I am definitely new to all of this. I actually began reading about intraocular eye pressure being too low because I had begun to see 'eye floaters'. Okay, I know that pretty much everyone has the occasional floaters. Big deal, until they suddenly get much worse. They are increased not only in their number or frequency (all the time, now), but also to the point where I think I am seeing a bee or a big fly that seems to be flying around my head, just out at the edges of my vision's periphery. Well, it sounds funny at first, but I am allergic to bees so I panic when I see them (or at least it is my first reaction) my point is that I can't ignore them when they look like a bee, but it also takes my focus away from whatever I was doing, and it only takes a second and a half of looking away from the road when driving. So, naturally, I began wondering if there was a way to increase eye pressure.
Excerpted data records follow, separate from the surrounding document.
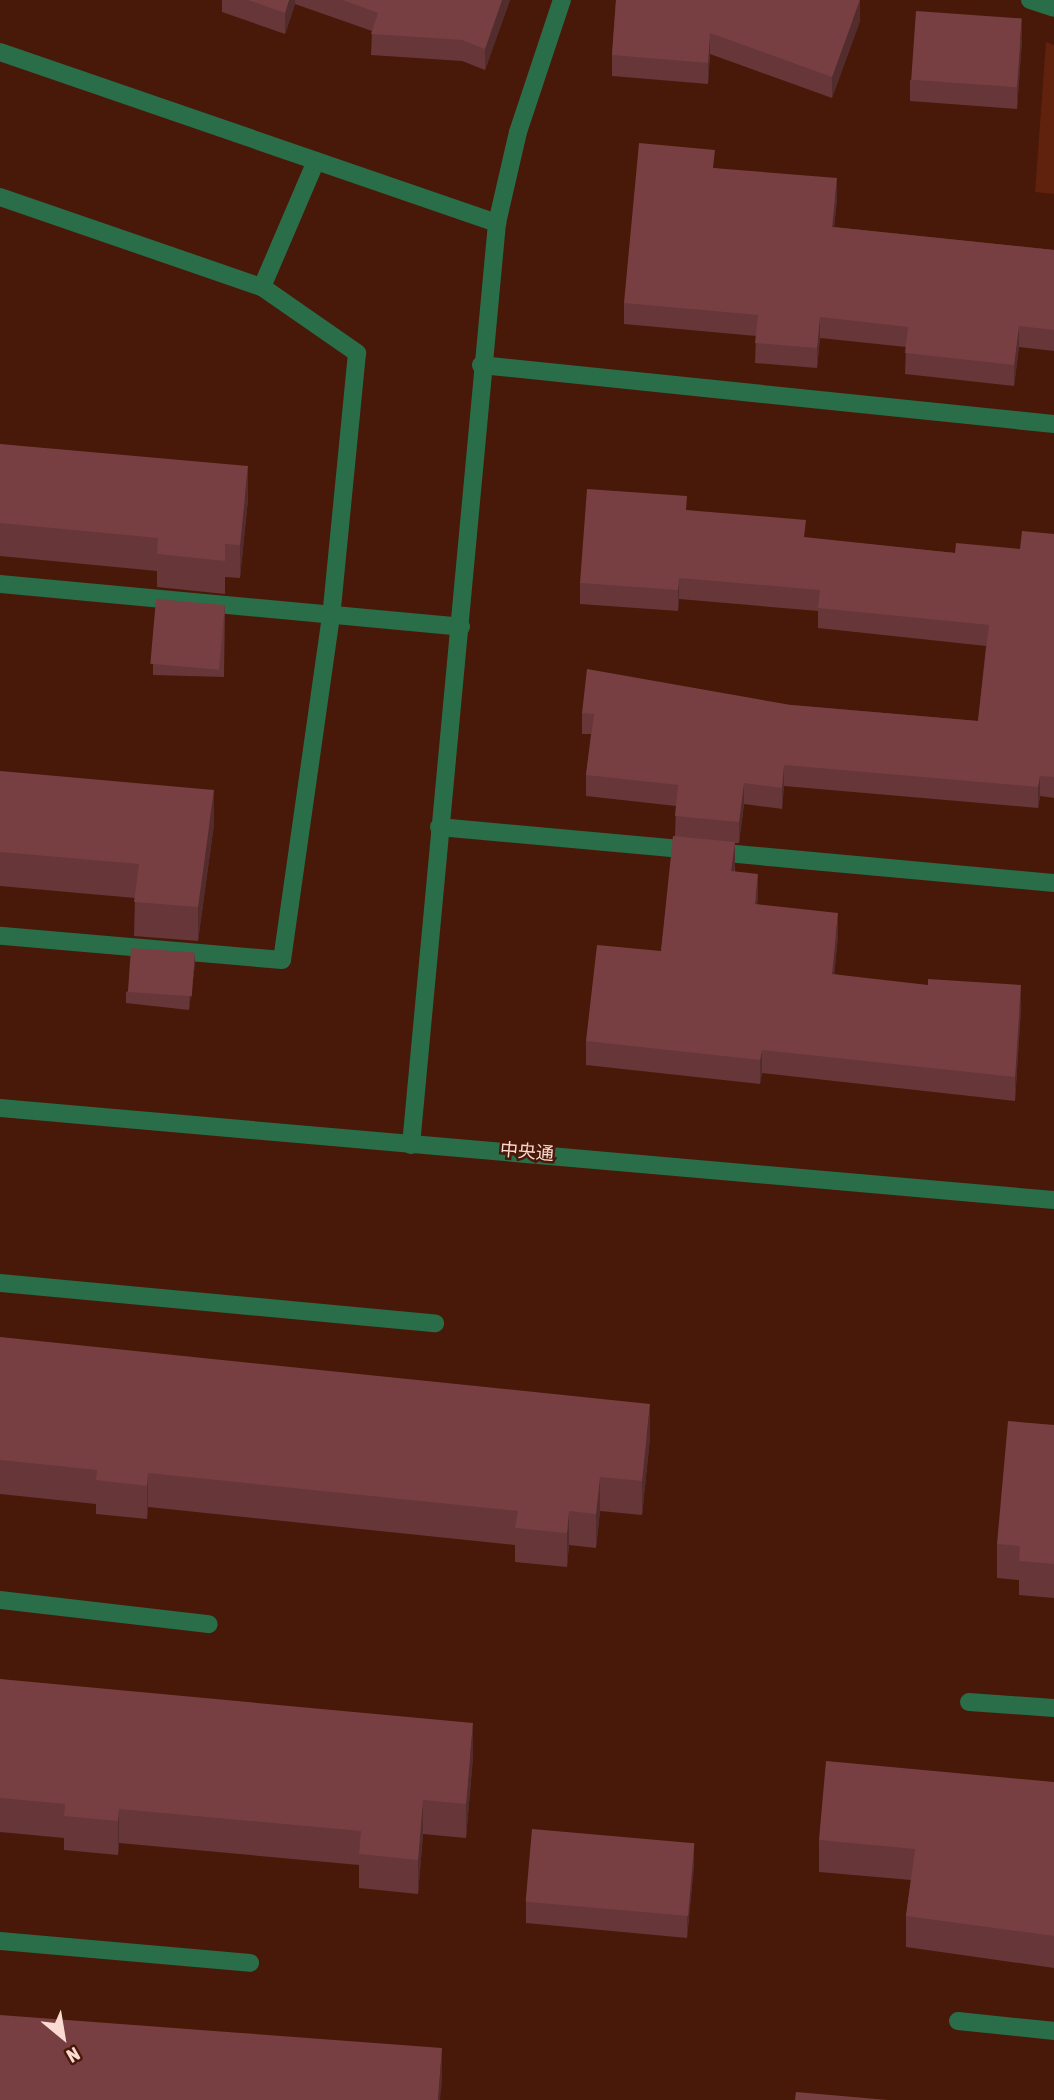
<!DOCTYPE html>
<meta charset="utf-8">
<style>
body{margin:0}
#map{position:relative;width:1054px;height:2100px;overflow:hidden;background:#481809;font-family:"Asap Condensed","Noto Sans JP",sans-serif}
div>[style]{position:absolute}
.green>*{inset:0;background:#60210d}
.service>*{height:18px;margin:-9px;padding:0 9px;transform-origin:9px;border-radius:9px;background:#296d49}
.minor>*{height:18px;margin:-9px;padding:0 9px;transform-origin:9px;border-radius:9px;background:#296d49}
.tertiary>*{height:18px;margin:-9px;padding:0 9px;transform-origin:9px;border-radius:9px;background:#296d49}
.wall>*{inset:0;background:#663639}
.shaded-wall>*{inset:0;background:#532c2e}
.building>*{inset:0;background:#773f42;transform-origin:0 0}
span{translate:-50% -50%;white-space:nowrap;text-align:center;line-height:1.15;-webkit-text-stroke:5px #481809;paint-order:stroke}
.street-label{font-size:18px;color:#fbdbd1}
.north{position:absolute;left:28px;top:2002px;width:70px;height:70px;-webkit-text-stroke:5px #481809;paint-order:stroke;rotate:150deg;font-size:19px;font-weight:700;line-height:28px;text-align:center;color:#fbdbd1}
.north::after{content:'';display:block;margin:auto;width:24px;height:32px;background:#fbdbd1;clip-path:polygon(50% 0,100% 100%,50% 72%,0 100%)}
</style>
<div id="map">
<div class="green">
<div style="clip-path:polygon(1046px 42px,1054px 45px,1054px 194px,1035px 192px)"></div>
</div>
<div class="service">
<div style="left:0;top:197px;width:277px;rotate:19deg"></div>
<div style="left:262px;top:287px;width:116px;rotate:34.8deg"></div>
<div style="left:357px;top:353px;width:264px;rotate:95.6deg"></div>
<div style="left:331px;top:616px;width:347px;rotate:98.1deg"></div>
<div style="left:282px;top:960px;width:283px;rotate:-175.1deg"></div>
<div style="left:262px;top:287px;width:137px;rotate:-66.8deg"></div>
<div style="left:0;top:584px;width:463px;rotate:5.3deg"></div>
<div style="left:0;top:1283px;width:437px;rotate:5.3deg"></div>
<div style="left:0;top:1600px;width:210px;rotate:6.6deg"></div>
<div style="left:969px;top:1702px;width:85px;rotate:4deg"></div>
<div style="left:0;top:1941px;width:251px;rotate:5deg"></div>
<div style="left:958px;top:2021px;width:97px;rotate:5.9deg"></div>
</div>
<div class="minor">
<div style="left:1030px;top:0;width:25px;rotate:18deg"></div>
<div style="left:0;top:52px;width:526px;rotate:18.99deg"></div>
<div style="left:481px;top:365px;width:576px;rotate:5.88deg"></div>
<div style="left:439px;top:827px;width:618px;rotate:5.2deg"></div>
<div style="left:411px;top:1145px;width:926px;rotate:-84.67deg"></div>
<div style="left:497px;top:223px;width:93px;rotate:-77deg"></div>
<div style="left:518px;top:132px;width:139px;rotate:-71.6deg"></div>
</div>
<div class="tertiary">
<div style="left:0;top:1108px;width:1058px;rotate:4.99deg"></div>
</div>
<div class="wall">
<div style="clip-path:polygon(222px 0,510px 0,485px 70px,462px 61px,371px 55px,372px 31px,295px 4px,285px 34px,222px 12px)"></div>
<div style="clip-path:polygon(616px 0,860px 21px,832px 98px,710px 54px,708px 84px,612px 76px,612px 55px)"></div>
<div style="clip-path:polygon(1022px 39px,1017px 109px,910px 101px,910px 80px)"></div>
<div style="clip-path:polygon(715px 168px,837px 199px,834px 227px,1054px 250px,1054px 351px,1019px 347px,1014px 386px,905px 374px,906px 347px,820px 338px,817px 368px,755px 363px,756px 336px,624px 324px,624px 303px)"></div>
<div style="clip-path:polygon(0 444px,248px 499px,240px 578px,225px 577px,225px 594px,157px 587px,157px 571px,0 556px)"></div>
<div style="clip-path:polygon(687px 510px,806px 538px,955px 553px,1020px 549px,1054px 534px,1054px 798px,1040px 796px,1038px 808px,784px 786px,782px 809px,744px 804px,739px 843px,735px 843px,735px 871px,758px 897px,757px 904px,838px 936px,834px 974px,1021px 1009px,1015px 1101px,762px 1073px,760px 1084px,586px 1065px,586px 1041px,661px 951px,675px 836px,676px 806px,586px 796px,586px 775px,591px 734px,582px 734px,582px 713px,791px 705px,978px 721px,986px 646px,818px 628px,818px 611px,679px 599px,678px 611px,580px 604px,580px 583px)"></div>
<div style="clip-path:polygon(225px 605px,224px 677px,153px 675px,153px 664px)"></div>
<div style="clip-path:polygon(0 771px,214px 824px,198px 941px,134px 936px,135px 898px,0 886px)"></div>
<div style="clip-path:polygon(195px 964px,189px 1010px,126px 1003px,126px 992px)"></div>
<div style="clip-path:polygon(0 1337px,650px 1438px,642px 1515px,600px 1511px,596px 1548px,569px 1545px,567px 1567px,515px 1562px,515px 1545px,148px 1507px,147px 1519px,96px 1514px,96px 1504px,0 1494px)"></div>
<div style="clip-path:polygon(1054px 1425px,1054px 1598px,1019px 1595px,1019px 1580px,997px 1578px,997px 1544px)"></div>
<div style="clip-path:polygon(0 1679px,473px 1757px,466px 1838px,423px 1834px,418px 1894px,359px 1888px,359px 1865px,119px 1843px,118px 1855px,64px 1850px,64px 1838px,0 1832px)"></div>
<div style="clip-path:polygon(1054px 1782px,1054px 1968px,906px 1947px,906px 1916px,911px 1880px,819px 1872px,819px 1840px)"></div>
<div style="clip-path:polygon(694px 1865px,687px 1938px,526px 1923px,526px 1902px)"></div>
</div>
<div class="shaded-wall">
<div style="clip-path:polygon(289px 0,295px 0,295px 4px,285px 34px,285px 13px)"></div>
<div style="clip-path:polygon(502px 0,510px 0,485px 70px,485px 49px)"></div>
<div style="clip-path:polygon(860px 0,860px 21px,832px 98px,832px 77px)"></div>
<div style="clip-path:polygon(1022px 18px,1022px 39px,1017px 109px,1017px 88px)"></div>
<div style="clip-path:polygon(710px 33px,710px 54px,708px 84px,708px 63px)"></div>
<div style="clip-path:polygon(837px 178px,837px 199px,832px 248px,832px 227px)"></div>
<div style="clip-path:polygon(820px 317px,820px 338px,817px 368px,817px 348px)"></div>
<div style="clip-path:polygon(1019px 326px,1019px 347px,1014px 386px,1014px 365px)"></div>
<div style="clip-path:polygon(248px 466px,248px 499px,240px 578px,240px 545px)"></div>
<div style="clip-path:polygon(679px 578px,679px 599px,678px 611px,678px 590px)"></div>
<div style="clip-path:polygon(784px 765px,784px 786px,782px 809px,782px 788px)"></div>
<div style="clip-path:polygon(1040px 776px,1040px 796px,1038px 808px,1038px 787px)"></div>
<div style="clip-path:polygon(744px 783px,744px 804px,739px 843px,739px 822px)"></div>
<div style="clip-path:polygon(214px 790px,214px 824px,198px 941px,198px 907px)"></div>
<div style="clip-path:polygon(735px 842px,735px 865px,731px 894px,731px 871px)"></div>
<div style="clip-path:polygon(758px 874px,758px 897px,755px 927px,755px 904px)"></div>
<div style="clip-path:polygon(838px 913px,838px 936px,832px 998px,832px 974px)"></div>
<div style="clip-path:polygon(195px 953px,195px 964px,189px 1010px,189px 999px)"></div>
<div style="clip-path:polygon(1021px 985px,1021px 1009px,1015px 1101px,1015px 1077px)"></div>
<div style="clip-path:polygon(762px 1050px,762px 1073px,760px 1084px,760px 1060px)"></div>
<div style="clip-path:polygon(650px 1404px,650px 1438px,642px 1515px,642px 1481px)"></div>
<div style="clip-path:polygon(148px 1473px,148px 1507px,147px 1519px,147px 1486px)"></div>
<div style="clip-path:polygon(600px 1477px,600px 1511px,596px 1548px,596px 1514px)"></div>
<div style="clip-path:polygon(569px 1511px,569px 1545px,567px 1567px,567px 1533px)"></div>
<div style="clip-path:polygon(473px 1723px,473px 1757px,466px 1838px,466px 1804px)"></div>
<div style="clip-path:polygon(423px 1800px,423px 1834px,418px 1894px,418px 1860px)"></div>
<div style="clip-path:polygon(119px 1809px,119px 1843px,118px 1855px,118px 1821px)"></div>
<div style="clip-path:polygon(694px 1844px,694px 1865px,687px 1938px,687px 1918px)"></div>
<div style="clip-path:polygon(442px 2048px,442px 2082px,440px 2100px,438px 2100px)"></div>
</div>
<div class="building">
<div style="clip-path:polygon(248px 0,289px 0,285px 13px)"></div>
<div style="clip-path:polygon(343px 0,502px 0,485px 49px,462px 40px,371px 34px,378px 13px)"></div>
<div style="clip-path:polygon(616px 0,860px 0,832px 77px,710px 33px,708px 63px,612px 55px)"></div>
<div style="left:916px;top:11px;width:106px;height:69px;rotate:4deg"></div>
<div style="clip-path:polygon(639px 143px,715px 150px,713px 168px,837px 178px,832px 227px,1054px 250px,1054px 330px,1019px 326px,1014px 365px,905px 353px,908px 327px,820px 317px,817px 348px,755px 343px,758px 315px,624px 303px)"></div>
<div style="clip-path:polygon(0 444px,248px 466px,240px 545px,225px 544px,225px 561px,157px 554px,158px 538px,0 523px)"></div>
<div style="clip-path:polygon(587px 489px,687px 496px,686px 510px,806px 520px,804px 537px,955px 553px,956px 543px,1020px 549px,1022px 531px,1054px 534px,1054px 777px,1040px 776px,1038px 787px,784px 765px,782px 788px,744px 783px,739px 822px,675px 816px,678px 785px,586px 775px,594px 714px,582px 713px,587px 669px,791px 705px,978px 721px,989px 625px,818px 608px,820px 590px,679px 578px,678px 590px,580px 583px)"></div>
<div style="left:156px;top:599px;width:69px;height:65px;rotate:5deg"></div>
<div style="clip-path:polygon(0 771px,214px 790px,198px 907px,134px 902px,139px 864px,0 852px)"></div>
<div style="clip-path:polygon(673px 836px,735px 842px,731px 871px,758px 874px,755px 904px,838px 913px,832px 974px,928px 985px,928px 979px,1021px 985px,1015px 1077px,762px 1050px,760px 1060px,586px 1041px,597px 945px,661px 951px)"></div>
<div style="left:131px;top:948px;width:64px;height:44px;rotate:4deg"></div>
<div style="clip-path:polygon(0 1337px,650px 1404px,642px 1481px,600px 1477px,596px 1514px,569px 1511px,567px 1533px,515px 1528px,518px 1511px,148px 1473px,147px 1486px,96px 1480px,97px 1470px,0 1460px)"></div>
<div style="clip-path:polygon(1008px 1421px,1054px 1425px,1054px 1564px,1019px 1561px,1020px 1546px,997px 1544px)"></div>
<div style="clip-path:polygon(0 1679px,473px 1723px,466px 1804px,423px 1800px,418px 1860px,359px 1854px,361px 1831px,119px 1809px,118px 1821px,64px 1816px,65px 1804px,0 1798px)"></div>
<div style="clip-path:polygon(826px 1761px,1054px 1782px,1054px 1936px,906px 1916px,915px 1849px,819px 1840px)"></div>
<div style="left:532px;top:1829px;width:163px;height:73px;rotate:5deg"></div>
<div style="clip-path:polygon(0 2015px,442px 2048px,438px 2100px,0 2100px)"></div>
<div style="clip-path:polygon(796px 2092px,888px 2100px,795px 2100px)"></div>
</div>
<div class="street-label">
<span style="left:527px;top:1152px;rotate:5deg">中央通</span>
</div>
<div class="north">N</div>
</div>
By anon341711 — On Jul 14, 2013

I suffered from an acute eye infection due to a corneal cut, after which the retina was detached. After two and half months, the silicon oil was removed (as the oil came in front and was touching the cornea) and an iol implant was done, but the retina detached again and it happened in the ot itself. Now again oil is put in, but my eye pressure is very low -- about 7mm. The doctor has advised nothing more can be done and the oil cannot be removed if the pressure does not increase.

Can silicon oil be left in the eye for a long period of time (a year or more) in the case of low eye pressure? What can be done to increase the eye pressure?

By donasmrs — On May 26, 2013

Diet and medications play a huge role in eye pressure. My sister was on a pain relieving medication for her arthritis that caused her eye pressure to drop. When she switched to another medication, her eye pressure returned to normal range.

I'm not sure if these can be used for low eye pressure but caffeine and salt are also know to increase eye pressure. I'm not suggesting this as a treatment though. Doctors know best and I'm sure that trying any home treatments without doctor supervision could make things worse.

By fify — On May 25, 2013

@ddljohn-- Low eye pressure is just as dangerous as high eye pressure. They can both results in glaucoma which is when eye nerves are damaged.

Low eye pressure can also cause the retina to detach from the eye because it's the fluid that keeps everything together.

Low eye pressure has to be treated as soon as possible. There are drainage devices that can be implanted into the eye to regulate fluid drainage and eye pressure. Doctors may try changing medications, and prescribing eye drops first, but if low eye pressure is chronic, surgery becomes necessary.

By ddljohn — On May 25, 2013

I know that high eye pressure is dangerous and can cause severe complications and even loss of eyesight if it's not treated.

Are there similar complications with untreated low eye pressure?